▶ _PROBLEM DETAILS_
Go through the records and extract every line with the word "they".
#####
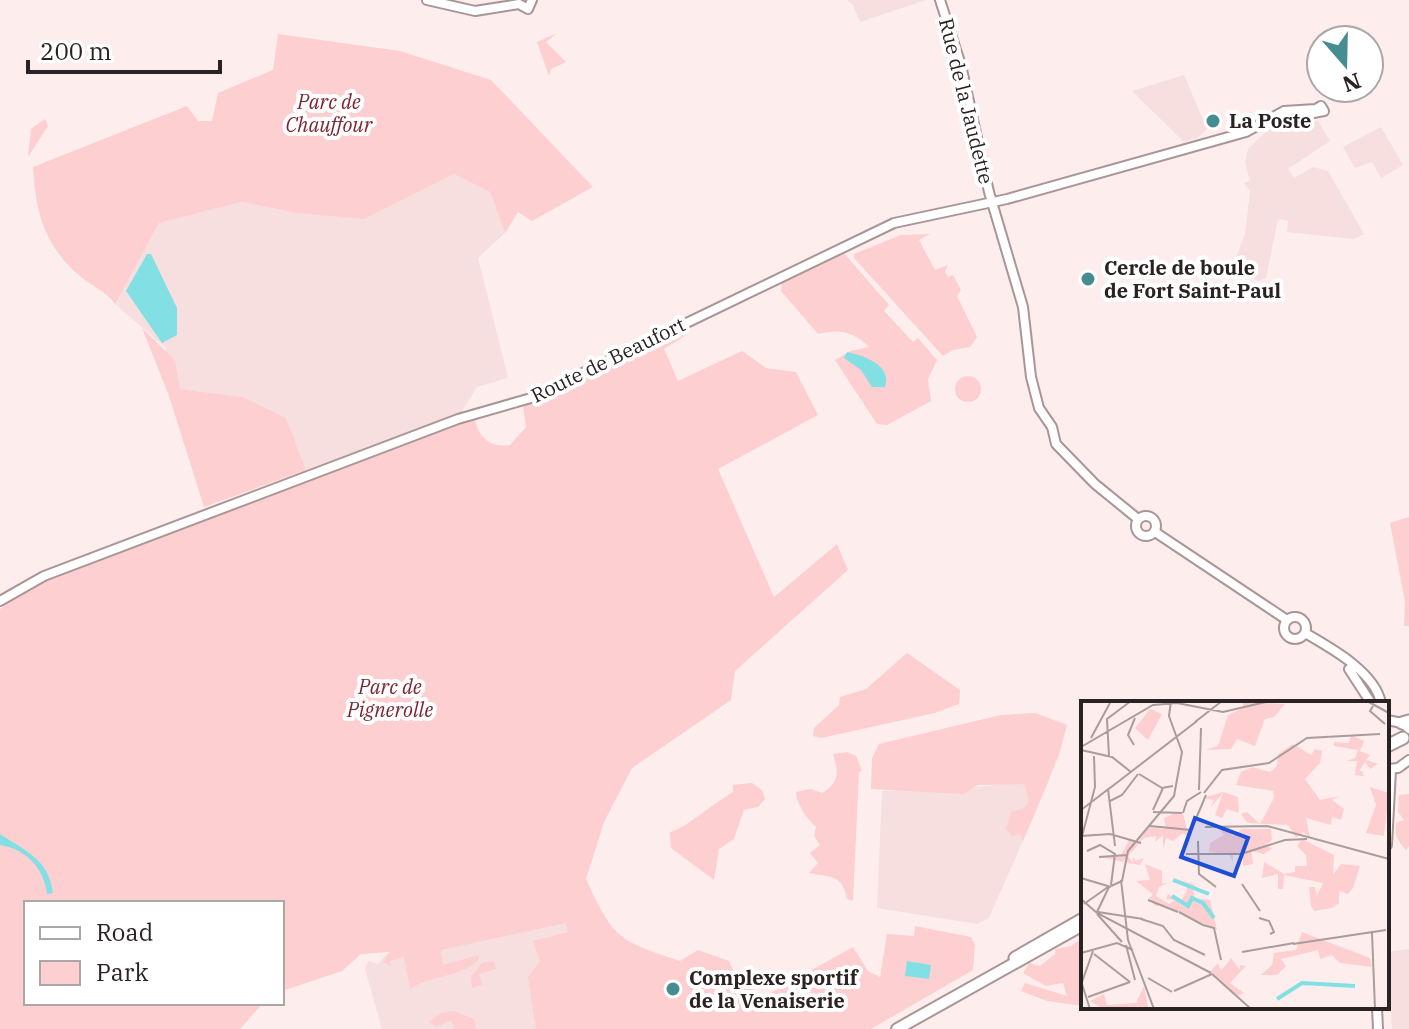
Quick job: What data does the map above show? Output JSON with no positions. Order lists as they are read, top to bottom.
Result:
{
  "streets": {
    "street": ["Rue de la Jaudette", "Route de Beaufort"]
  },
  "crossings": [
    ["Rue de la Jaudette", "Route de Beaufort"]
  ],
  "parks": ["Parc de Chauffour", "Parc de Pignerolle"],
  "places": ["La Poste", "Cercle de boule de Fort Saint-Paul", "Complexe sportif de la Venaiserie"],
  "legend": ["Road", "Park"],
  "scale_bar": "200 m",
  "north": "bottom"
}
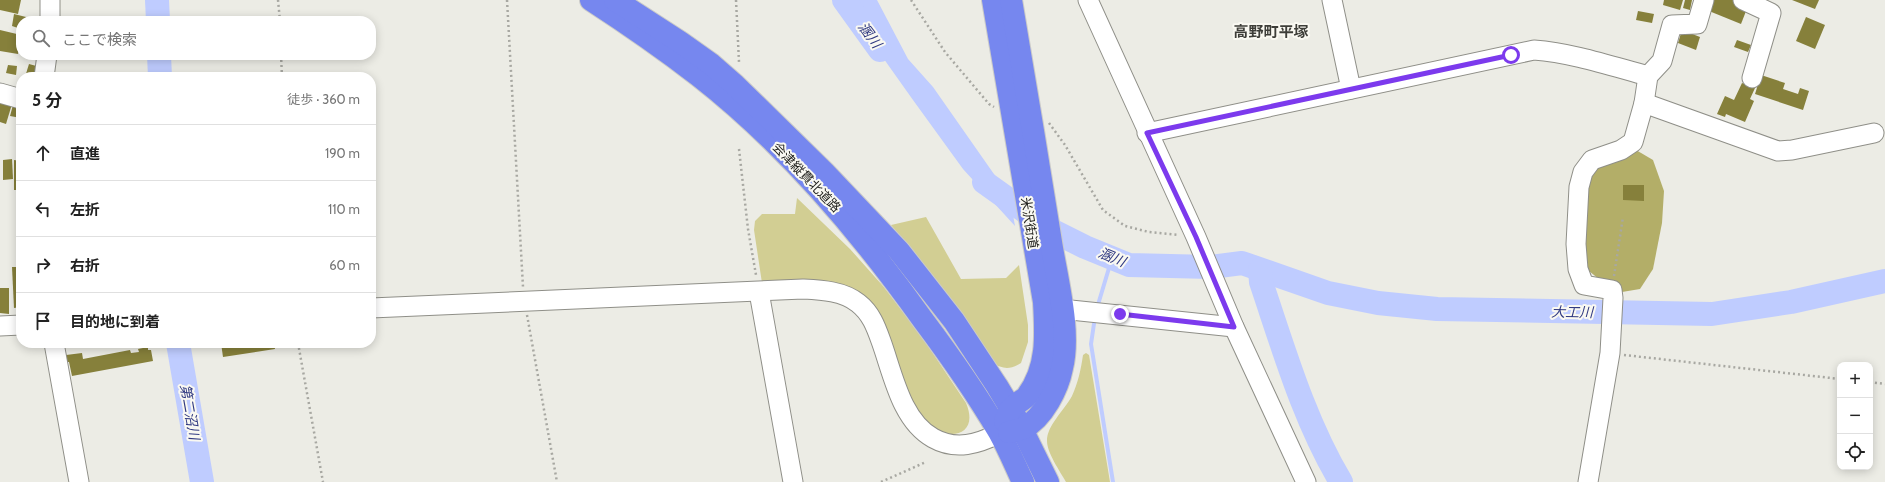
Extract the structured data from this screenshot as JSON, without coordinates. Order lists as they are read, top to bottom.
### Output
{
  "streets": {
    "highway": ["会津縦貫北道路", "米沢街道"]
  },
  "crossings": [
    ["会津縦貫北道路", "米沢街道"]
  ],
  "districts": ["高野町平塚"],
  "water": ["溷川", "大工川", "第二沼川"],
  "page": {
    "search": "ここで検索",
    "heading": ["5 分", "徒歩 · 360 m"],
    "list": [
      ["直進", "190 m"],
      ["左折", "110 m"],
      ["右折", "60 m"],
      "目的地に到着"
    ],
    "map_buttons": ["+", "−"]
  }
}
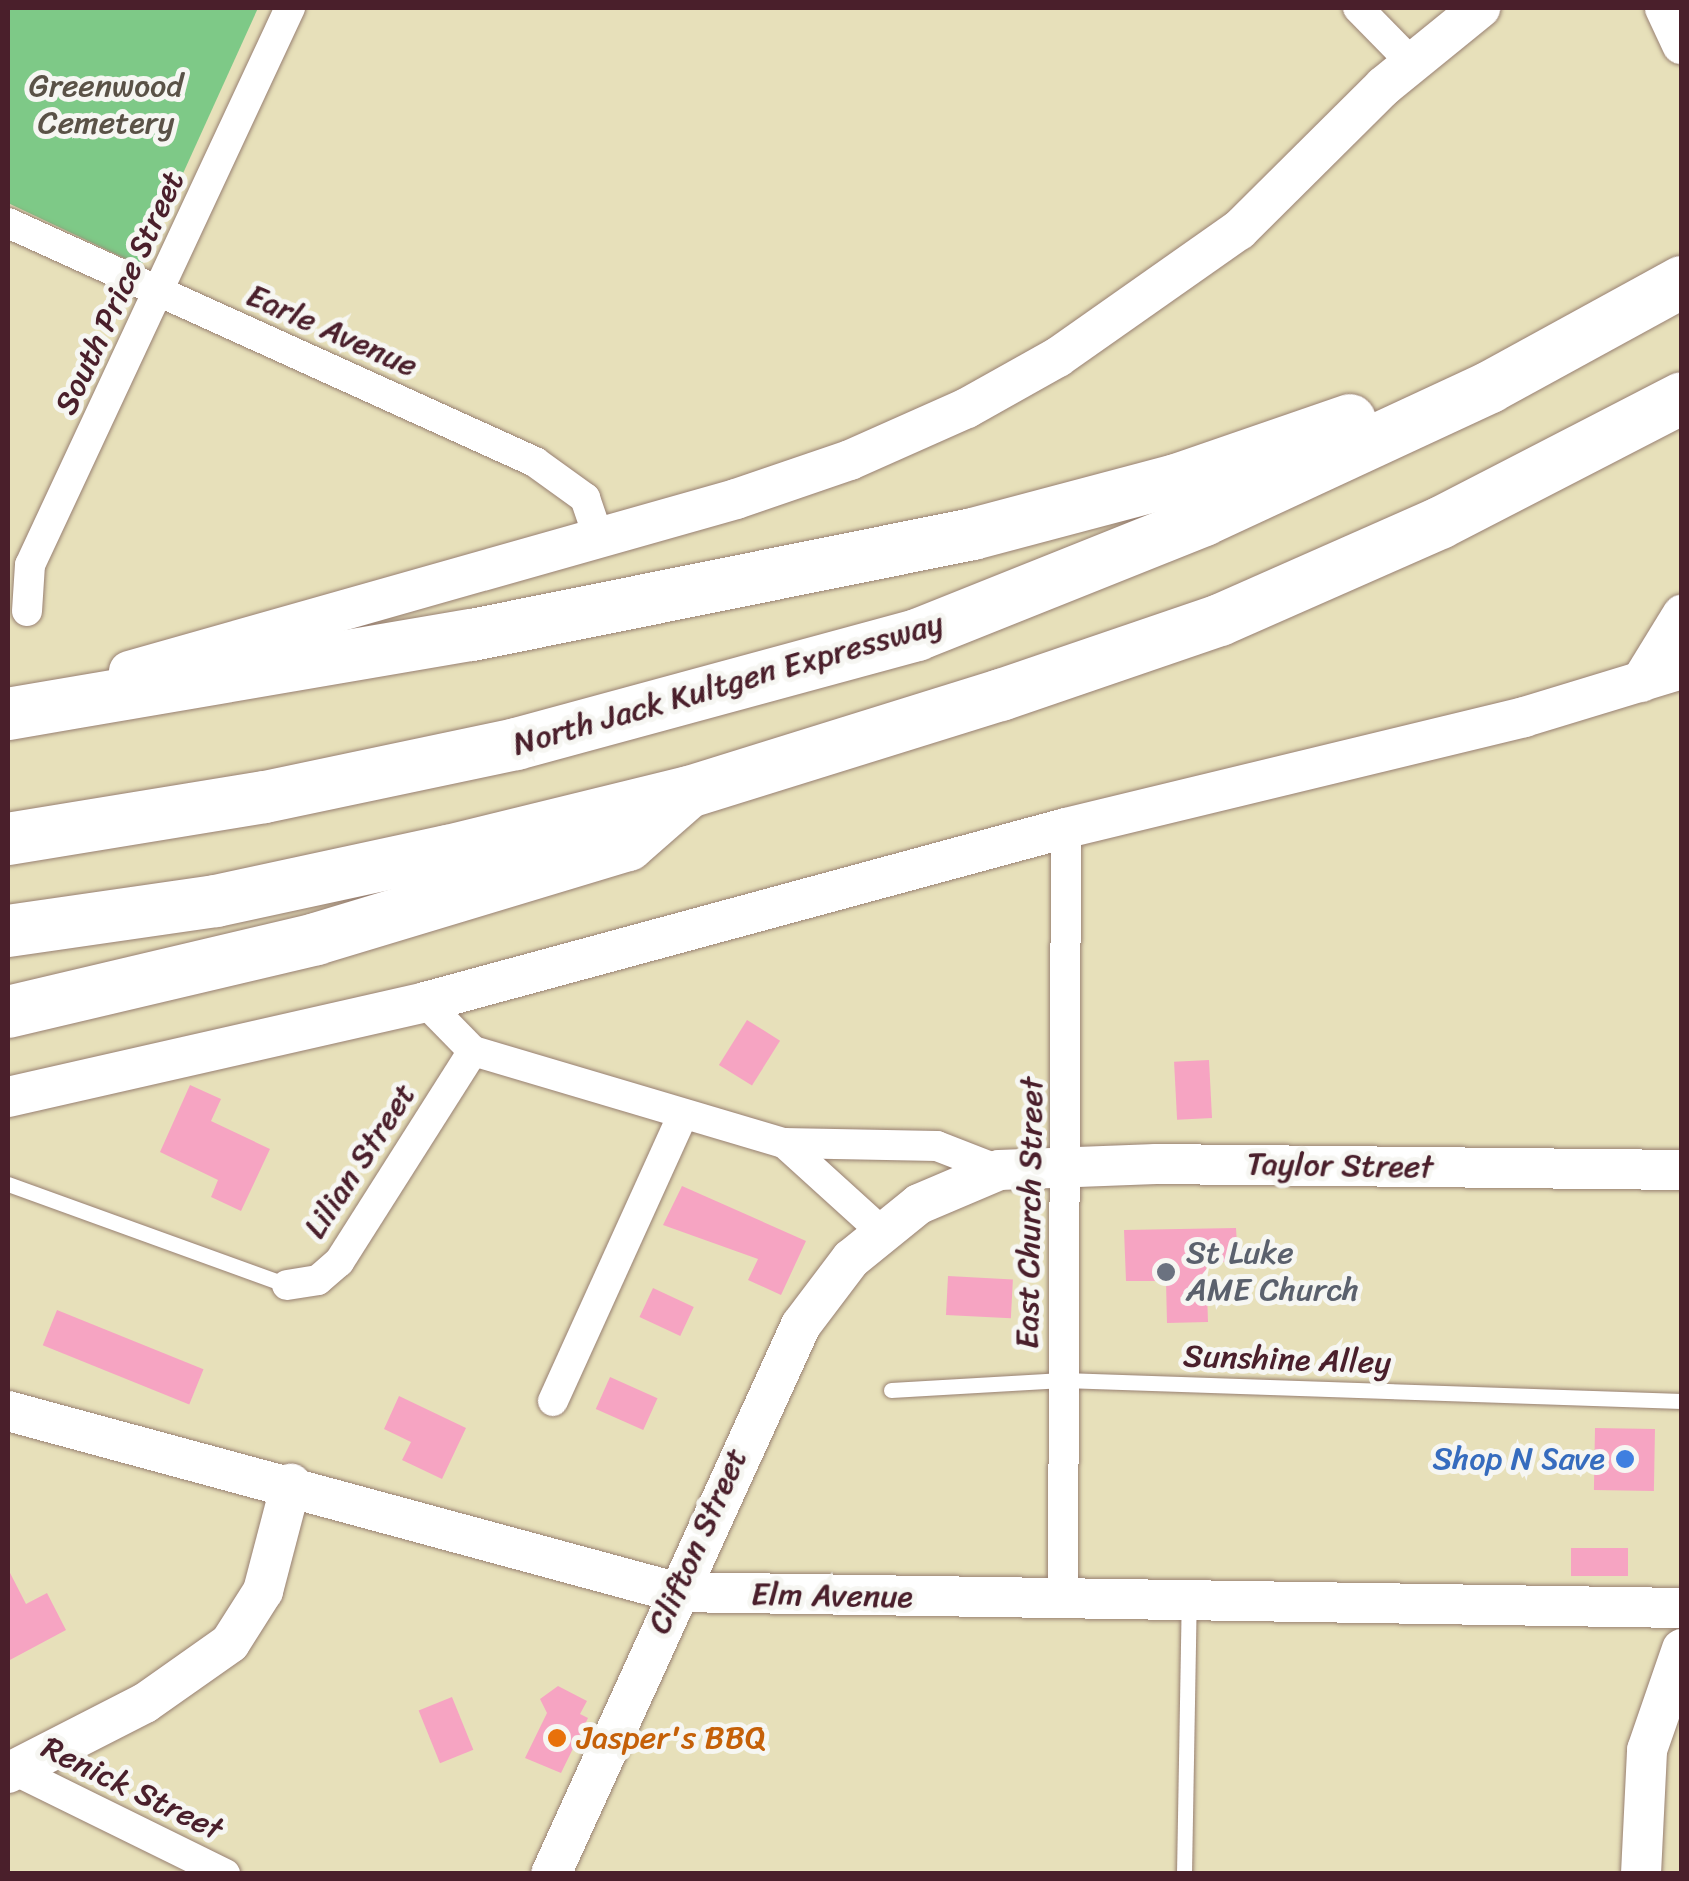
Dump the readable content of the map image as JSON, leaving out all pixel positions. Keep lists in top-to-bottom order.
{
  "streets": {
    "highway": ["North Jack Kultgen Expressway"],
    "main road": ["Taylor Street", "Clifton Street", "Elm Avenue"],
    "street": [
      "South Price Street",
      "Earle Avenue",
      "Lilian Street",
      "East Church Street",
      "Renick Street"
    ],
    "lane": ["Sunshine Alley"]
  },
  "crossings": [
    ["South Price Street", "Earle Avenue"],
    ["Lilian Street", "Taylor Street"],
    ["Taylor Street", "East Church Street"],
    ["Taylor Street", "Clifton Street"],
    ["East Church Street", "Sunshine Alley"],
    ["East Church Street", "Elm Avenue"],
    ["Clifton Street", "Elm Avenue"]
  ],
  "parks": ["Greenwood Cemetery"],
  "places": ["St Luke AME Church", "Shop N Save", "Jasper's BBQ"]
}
#####
▶ _ANSWER TO THIS PROBLEM_
Quick job: What data does the map above show? Output JSON with no positions. Order lists as they are read, top to bottom.
Extract the structured data from this screenshot as JSON, without coordinates. Order lists as they are read, top to bottom.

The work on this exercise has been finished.